- [Task item]: Working from the entries below, tally each line that holds "image". Give the tally and nothing else.

[Recorded data]
========================================
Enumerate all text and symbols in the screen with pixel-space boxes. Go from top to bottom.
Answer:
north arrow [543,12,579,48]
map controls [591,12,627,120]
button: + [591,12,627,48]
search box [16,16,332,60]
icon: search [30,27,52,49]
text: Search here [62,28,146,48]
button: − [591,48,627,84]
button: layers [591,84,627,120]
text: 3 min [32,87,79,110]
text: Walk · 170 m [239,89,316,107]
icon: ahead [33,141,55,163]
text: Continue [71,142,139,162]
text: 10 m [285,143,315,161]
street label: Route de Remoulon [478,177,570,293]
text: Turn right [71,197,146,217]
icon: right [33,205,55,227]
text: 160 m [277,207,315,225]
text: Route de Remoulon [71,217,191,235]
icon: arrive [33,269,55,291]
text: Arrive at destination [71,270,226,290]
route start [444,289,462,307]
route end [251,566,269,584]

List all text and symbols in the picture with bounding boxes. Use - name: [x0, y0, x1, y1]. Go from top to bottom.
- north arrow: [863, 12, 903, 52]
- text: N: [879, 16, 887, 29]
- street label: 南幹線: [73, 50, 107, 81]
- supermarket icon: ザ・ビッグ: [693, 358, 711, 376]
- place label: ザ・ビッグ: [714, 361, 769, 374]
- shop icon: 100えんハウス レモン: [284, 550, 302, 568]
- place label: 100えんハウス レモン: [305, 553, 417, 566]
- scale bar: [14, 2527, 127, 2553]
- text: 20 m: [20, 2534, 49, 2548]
========================================
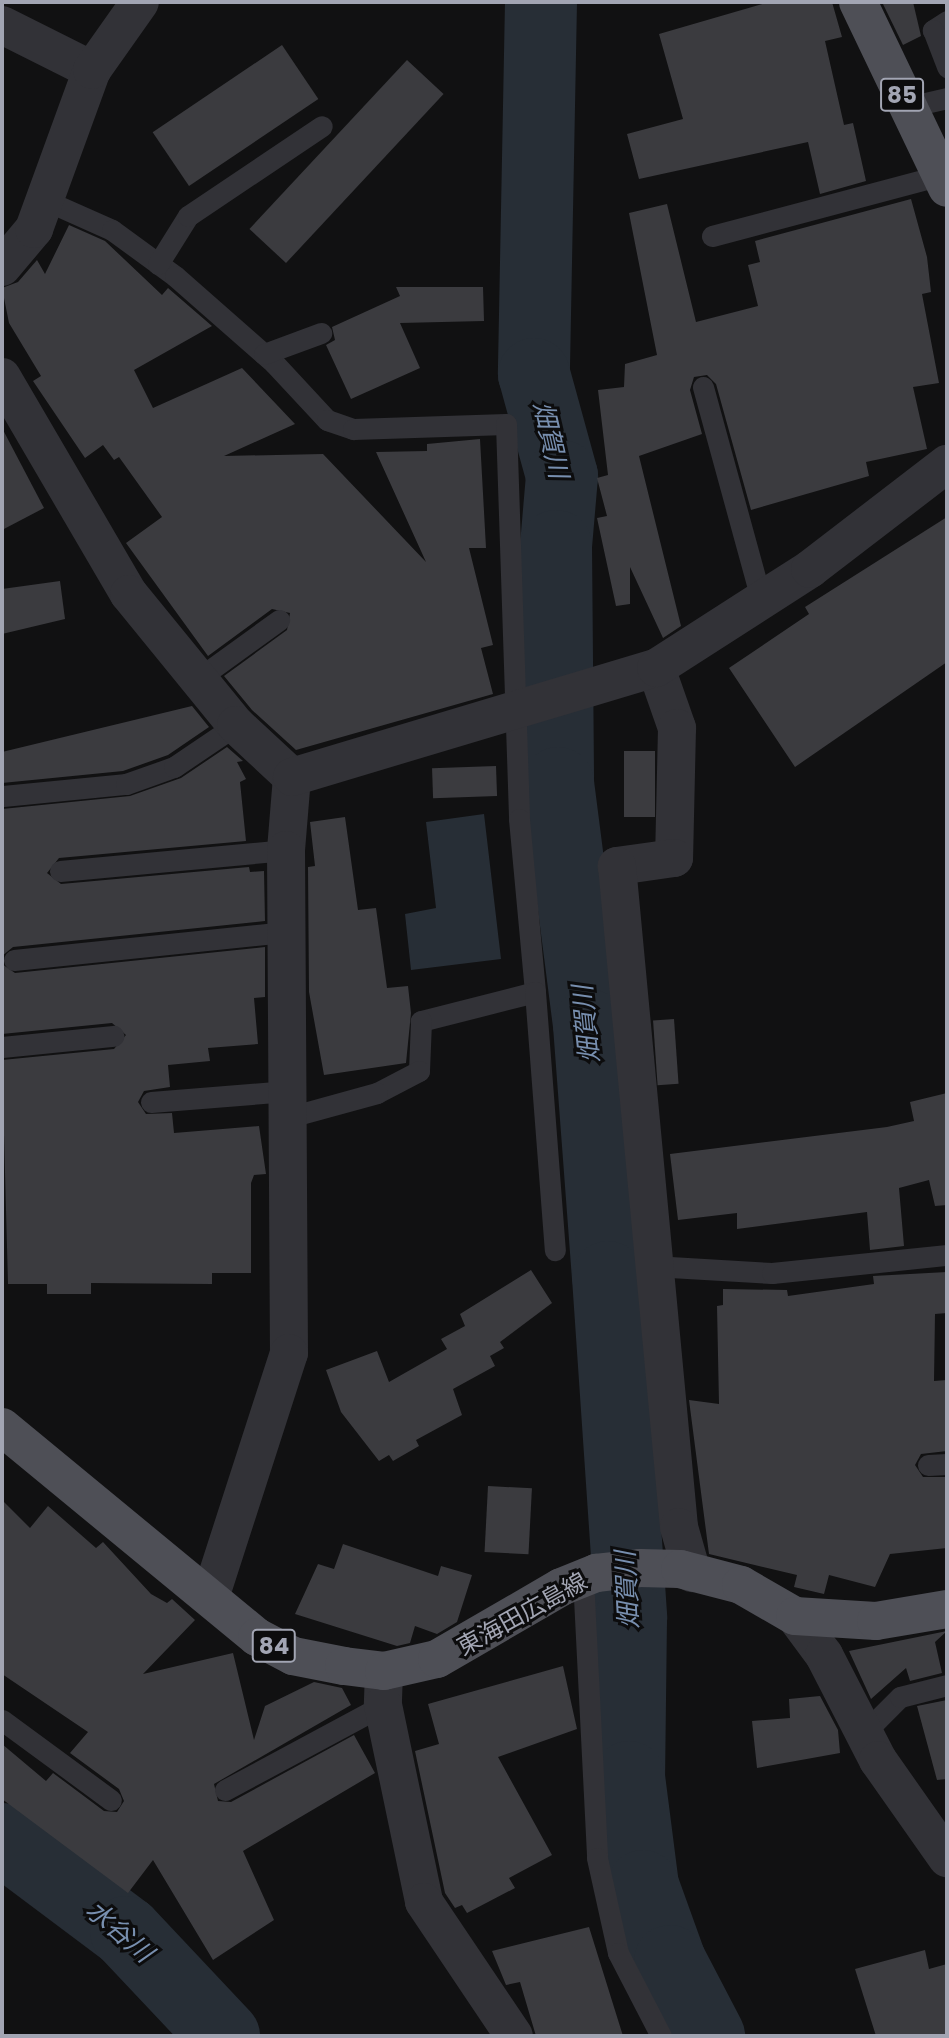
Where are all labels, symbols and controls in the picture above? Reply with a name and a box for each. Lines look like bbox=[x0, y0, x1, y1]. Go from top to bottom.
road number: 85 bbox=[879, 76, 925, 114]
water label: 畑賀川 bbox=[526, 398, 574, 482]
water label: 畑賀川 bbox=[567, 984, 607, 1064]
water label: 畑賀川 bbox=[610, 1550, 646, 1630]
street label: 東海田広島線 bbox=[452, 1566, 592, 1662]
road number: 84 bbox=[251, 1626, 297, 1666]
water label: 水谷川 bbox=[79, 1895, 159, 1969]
========================================
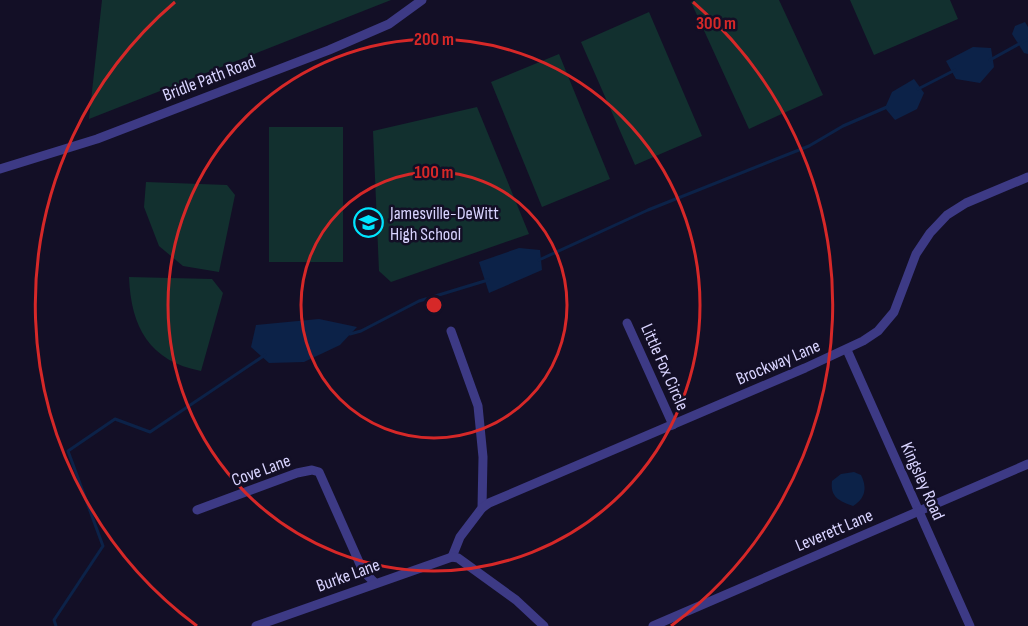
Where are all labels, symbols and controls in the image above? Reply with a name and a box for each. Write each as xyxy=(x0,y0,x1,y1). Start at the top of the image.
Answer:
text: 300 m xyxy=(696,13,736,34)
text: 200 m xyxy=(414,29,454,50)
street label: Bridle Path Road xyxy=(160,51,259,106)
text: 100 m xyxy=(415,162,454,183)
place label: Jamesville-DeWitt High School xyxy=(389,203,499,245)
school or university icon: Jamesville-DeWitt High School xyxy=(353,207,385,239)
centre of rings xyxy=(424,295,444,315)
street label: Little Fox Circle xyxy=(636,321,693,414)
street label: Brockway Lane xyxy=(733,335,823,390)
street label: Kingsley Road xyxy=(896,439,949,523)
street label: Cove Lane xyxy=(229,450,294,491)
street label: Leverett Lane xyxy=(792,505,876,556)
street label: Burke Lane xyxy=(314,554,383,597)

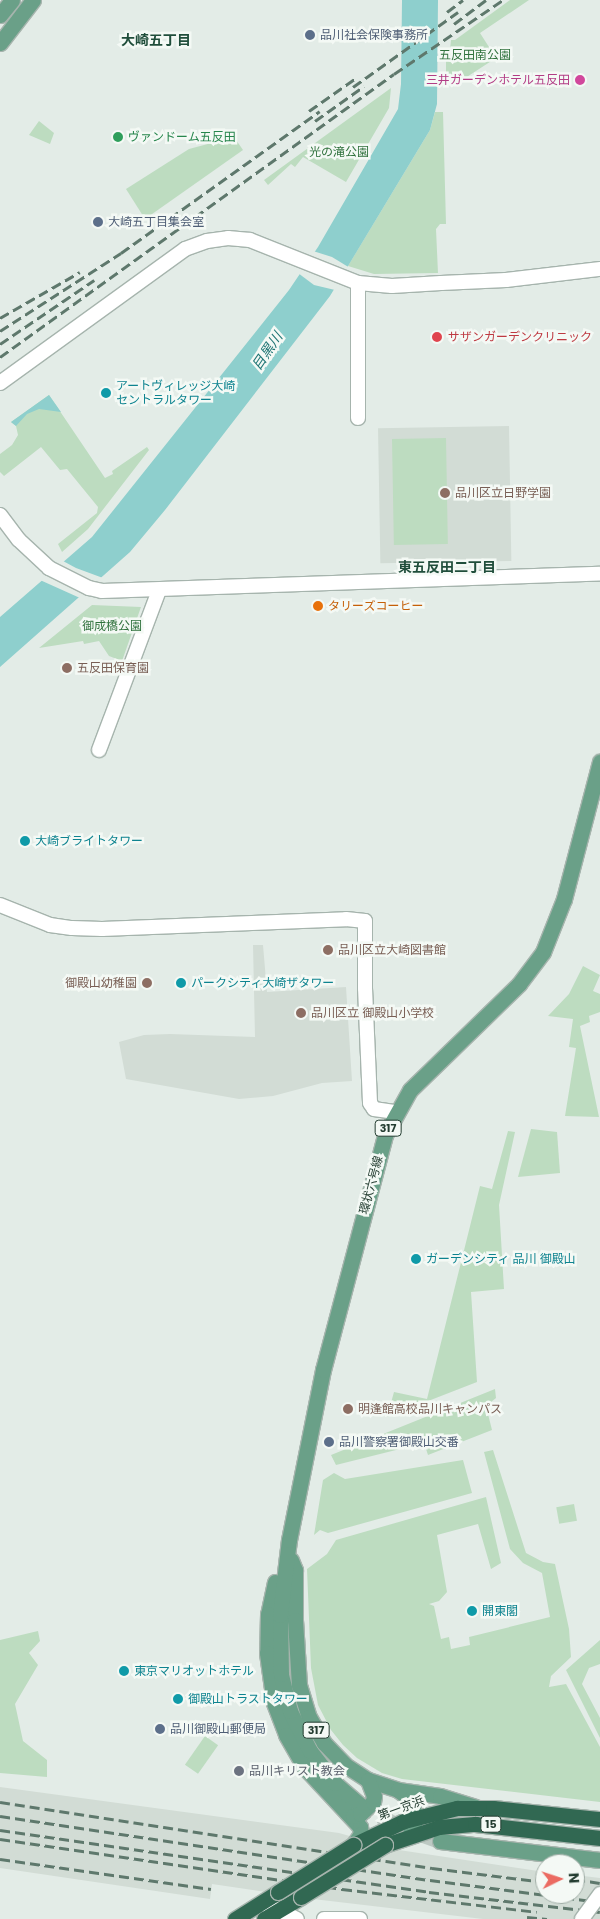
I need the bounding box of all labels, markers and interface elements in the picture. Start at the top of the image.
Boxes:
========================================
- [Result of this exercise]: 2